Please give again exactly the lines from the top of the material through the line with "height:38px; margin:-19px; padding:0"; omit each picture.

--- START ---

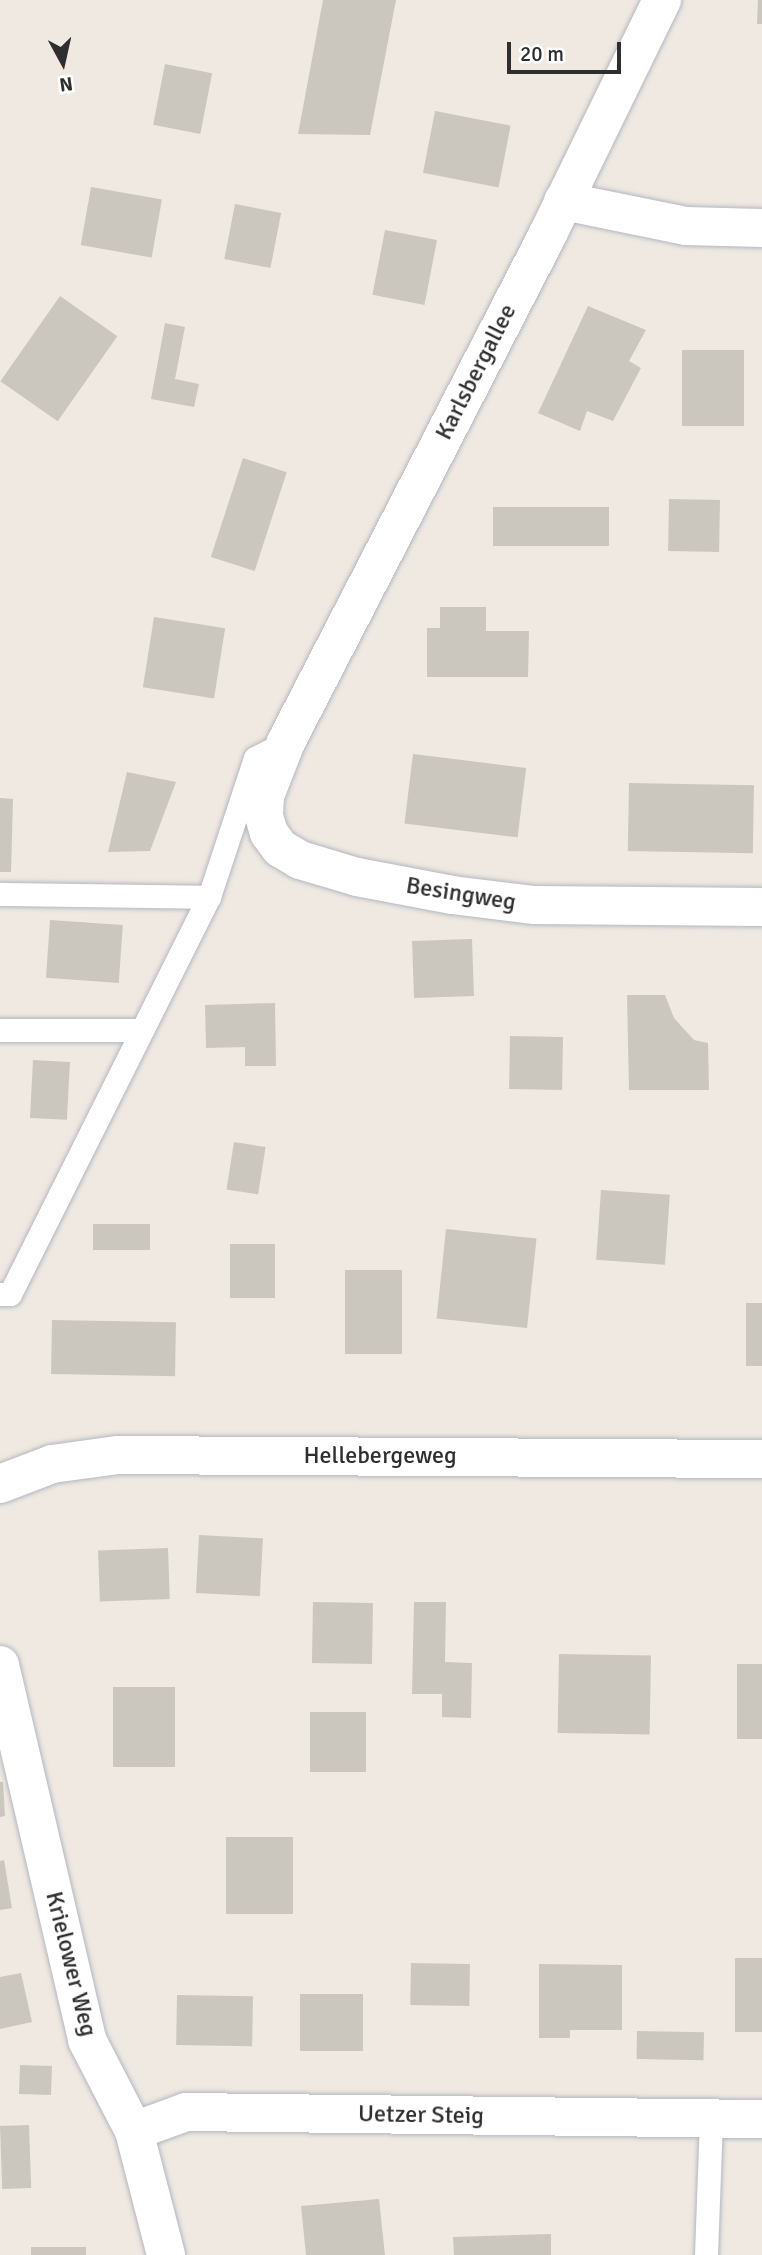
<!DOCTYPE html>
<html>
<head>
<meta charset="utf-8">
<style>
	body { margin:0 }
	#map { position:relative; width:762px; height:2255px; overflow:hidden; background:#efe9e1; font-family:Signika,sans-serif }
	div>[style] { position:absolute }
	.building>* { inset:0; background:#cbc7bf; transform-origin:0 0 }
	.roads { filter:drop-shadow(0 0 2px #b4b7c1) drop-shadow(0 0 2px #b4b7c1) }
	.lane>* { height:23px; margin:-11.5px; padding:0 11.5px; transform-origin:11.5px; border-radius:11.5px; background:#fff }
	.street>* { height:38px; margin:-19px; padding:0 19px; transform-origin:19px; border-radius:19px; background:#fff }
	span { translate:-50% -50%; white-space:nowrap; text-align:center; line-height:1.15; -webkit-text-stroke:7px #fff; paint-order:stroke }
	.street-label { font-size:24px; color:#2e2e2e }
	.north { position:absolute; left:28px; top:28px; width:70px; height:70px; -webkit-text-stroke:5px #fff; paint-order:stroke; rotate:172deg; font-size:19px; font-weight:700; line-height:28px; text-align:center; color:#2e2e2e }
	.north::after { content:''; display:block; margin:auto; width:24px; height:32px; background:#2e2e2e; clip-path:polygon(50% 0,100% 100%,50% 72%,0 100%) }
	.scale { position:absolute; left:507px; top:42px; width:114px; height:32px; box-sizing:border-box; border:4px solid #2e2e2e; border-top:0; padding-left:9px; font-size:21px; line-height:24px; white-space:nowrap; color:#2e2e2e; -webkit-text-stroke:5px #fff; paint-order:stroke }
</style>
</head>
<body>
<div id="map">
	<div class="building">
		<div style="clip-path:polygon(323px 0,396px 0,370px 135px,298px 134px)"></div>
		<div style="clip-path:polygon(758px 0,762px 0,762px 24px,757px 24px)"></div>
		<div style="left:165px;top:64px;width:48px;height:62px;rotate:11deg"></div>
		<div style="left:435px;top:111px;width:77px;height:63px;rotate:11deg"></div>
		<div style="left:91px;top:187px;width:72px;height:59px;rotate:10deg"></div>
		<div style="left:235px;top:204px;width:47px;height:56px;rotate:11deg"></div>
		<div style="left:385px;top:230px;width:53px;height:66px;rotate:11deg"></div>
		<div style="left:60px;top:296px;width:70px;height:104px;rotate:35deg"></div>
		<div style="clip-path:polygon(588px 306px,646px 330px,629px 361px,641px 368px,613px 421px,587px 411px,580px 431px,538px 413px)"></div>
		<div style="clip-path:polygon(165px 323px,185px 327px,175px 379px,199px 384px,194px 407px,151px 399px)"></div>
		<div style="left:682px;top:350px;width:62px;height:76px"></div>
		<div style="left:243px;top:458px;width:46px;height:104px;rotate:18deg"></div>
		<div style="left:669px;top:499px;width:51px;height:52px;rotate:1deg"></div>
		<div style="left:493px;top:507px;width:116px;height:39px"></div>
		<div style="clip-path:polygon(440px 607px,486px 607px,486px 631px,529px 631px,528px 677px,427px 677px,427px 628px,440px 628px)"></div>
		<div style="left:154px;top:617px;width:72px;height:71px;rotate:9deg"></div>
		<div style="left:413px;top:754px;width:114px;height:70px;rotate:7deg"></div>
		<div style="clip-path:polygon(127px 772px,176px 782px,150px 851px,108px 852px)"></div>
		<div style="left:629px;top:783px;width:125px;height:68px;rotate:1deg"></div>
		<div style="clip-path:polygon(0 798px,13px 799px,11px 872px,0 872px)"></div>
		<div style="left:50px;top:920px;width:73px;height:58px;rotate:4deg"></div>
		<div style="left:472px;top:939px;width:57px;height:60px;rotate:88deg"></div>
		<div style="clip-path:polygon(627px 995px,665px 995px,674px 1018px,694px 1040px,708px 1043px,709px 1090px,629px 1090px)"></div>
		<div style="clip-path:polygon(275px 1003px,276px 1066px,245px 1066px,245px 1047px,206px 1048px,205px 1005px)"></div>
		<div style="left:510px;top:1036px;width:53px;height:53px;rotate:1deg"></div>
		<div style="left:33px;top:1060px;width:37px;height:58px;rotate:3deg"></div>
		<div style="left:234px;top:1142px;width:32px;height:48px;rotate:9deg"></div>
		<div style="left:601px;top:1190px;width:69px;height:70px;rotate:4deg"></div>
		<div style="left:93px;top:1224px;width:57px;height:26px"></div>
		<div style="left:446px;top:1229px;width:91px;height:90px;rotate:6deg"></div>
		<div style="left:230px;top:1244px;width:45px;height:54px"></div>
		<div style="left:345px;top:1270px;width:57px;height:84px"></div>
		<div style="left:746px;top:1303px;width:16px;height:63px"></div>
		<div style="left:52px;top:1320px;width:124px;height:54px;rotate:1deg"></div>
		<div style="left:199px;top:1535px;width:64px;height:58px;rotate:3deg"></div>
		<div style="left:168px;top:1548px;width:51px;height:70px;rotate:88deg"></div>
		<div style="left:313px;top:1602px;width:60px;height:61px;rotate:1deg"></div>
		<div style="clip-path:polygon(414px 1602px,446px 1602px,445px 1662px,472px 1663px,471px 1718px,442px 1717px,442px 1694px,412px 1694px)"></div>
		<div style="left:559px;top:1654px;width:92px;height:79px;rotate:1deg"></div>
		<div style="left:737px;top:1664px;width:25px;height:75px"></div>
		<div style="left:113px;top:1687px;width:62px;height:80px"></div>
		<div style="left:310px;top:1712px;width:56px;height:60px"></div>
		<div style="clip-path:polygon(0 1782px,3px 1782px,5px 1816px,0 1817px)"></div>
		<div style="left:226px;top:1837px;width:67px;height:77px"></div>
		<div style="clip-path:polygon(4px 1860px,12px 1908px,0 1910px,0 1861px)"></div>
		<div style="left:735px;top:1958px;width:27px;height:74px"></div>
		<div style="left:411px;top:1963px;width:59px;height:42px;rotate:1deg"></div>
		<div style="clip-path:polygon(539px 1964px,622px 1965px,622px 2030px,570px 2030px,570px 2038px,539px 2038px)"></div>
		<div style="clip-path:polygon(21px 1973px,32px 2022px,0 2029px,0 1977px)"></div>
		<div style="left:300px;top:1994px;width:63px;height:57px"></div>
		<div style="left:177px;top:1995px;width:76px;height:50px;rotate:1deg"></div>
		<div style="left:637px;top:2031px;width:67px;height:28px;rotate:1deg"></div>
		<div style="left:20px;top:2065px;width:32px;height:29px;rotate:2deg"></div>
		<div style="left:29px;top:2125px;width:63px;height:29px;rotate:88deg"></div>
		<div style="clip-path:polygon(379px 2199px,385px 2255px,306px 2255px,301px 2206px)"></div>
		<div style="clip-path:polygon(551px 2234px,551px 2255px,454px 2255px,453px 2237px)"></div>
		<div style="left:86px;top:2247px;width:8px;height:55px;rotate:90deg"></div>
	</div>
	<div class="roads">
		<div class="lane">
			<div style="left:0;top:894px;width:209px;rotate:0.8deg"></div>
			<div style="left:0;top:1030px;width:142px"></div>
			<div style="left:0;top:1294px;width:10px"></div>
			<div style="left:10px;top:1294px;width:444px;rotate:-63.4deg"></div>
			<div style="left:209px;top:897px;width:146px;rotate:-71.7deg"></div>
			<div style="left:255px;top:758px;width:35px;rotate:-27deg"></div>
			<div style="left:706px;top:2255px;width:137px;rotate:-87.9deg"></div>
		</div>
		<div class="street">
			<div style="left:662px;top:0;width:260px;rotate:116deg"></div>
			<div style="left:548px;top:234px;width:572px;rotate:117.28deg"></div>
			<div style="left:286px;top:742px;width:58px;rotate:111.3deg"></div>
			<div style="left:265px;top:796px;width:20px;rotate:93deg"></div>
			<div style="left:264px;top:816px;width:18px;rotate:74deg"></div>
			<div style="left:269px;top:833px;width:19px;rotate:54deg"></div>
			<div style="left:280px;top:848px;width:23px;rotate:31deg"></div>
			<div style="left:300px;top:860px;width:59px;rotate:16.6deg"></div>
			<div style="left:357px;top:877px;width:97px;rotate:10.7deg"></div>
			<div style="left:452px;top:895px;width:83px;rotate:7deg"></div>
			<div style="left:534px;top:905px;width:228px;rotate:0.5deg"></div>
			<div style="left:563px;top:201px;width:126px;rotate:11.5deg"></div>
			<div style="left:686px;top:226px;width:76px;rotate:1.5deg"></div>
			<div style="left:0;top:1484px;width:56px;rotate:-21deg"></div>
			<div style="left:52px;top:1464px;width:67px;rotate:-7.8deg"></div>
			<div style="left:118px;top:1455px;width:644px;rotate:0.36deg"></div>
			<div style="left:0;top:1665px;width:385px;rotate:76.9deg"></div>
			<div style="left:87px;top:2040px;width:102px;rotate:62.7deg"></div>
			<div style="left:134px;top:2131px;width:128px;rotate:75.5deg"></div>
			<div style="left:134px;top:2131px;width:55px;rotate:-20.1deg"></div>
			<div style="left:186px;top:2112px;width:576px;rotate:0.7deg"></div>
		</div>
	</div>
	<div class="street-label">
		<span style="left:476px;top:372px;rotate:-63deg">Karlsbergallee</span>
		<span style="left:461px;top:894px;rotate:9deg">Besingweg</span>
		<span style="left:380px;top:1456px">Hellebergeweg</span>
		<span style="left:71px;top:1964px;rotate:76deg">Krielower Weg</span>
		<span style="left:421px;top:2115px;rotate:1deg">Uetzer Steig</span>
	</div>
	<div class="north">N</div>
	<div class="scale">20 m</div>
</div>
</body>
</html>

--- END ---

#### Answer box
<!DOCTYPE html>
<html>
<head>
<meta charset="utf-8">
<style>
	body { margin:0 }
	#map { position:relative; width:762px; height:2255px; overflow:hidden; background:#efe9e1; font-family:Signika,sans-serif }
	div>[style] { position:absolute }
	.building>* { inset:0; background:#cbc7bf; transform-origin:0 0 }
	.roads { filter:drop-shadow(0 0 2px #b4b7c1) drop-shadow(0 0 2px #b4b7c1) }
	.lane>* { height:23px; margin:-11.5px; padding:0 11.5px; transform-origin:11.5px; border-radius:11.5px; background:#fff }
	.street>* { height:38px; margin:-19px; padding:0 19px; transform-origin:19px; border-radius:19px; background:#fff }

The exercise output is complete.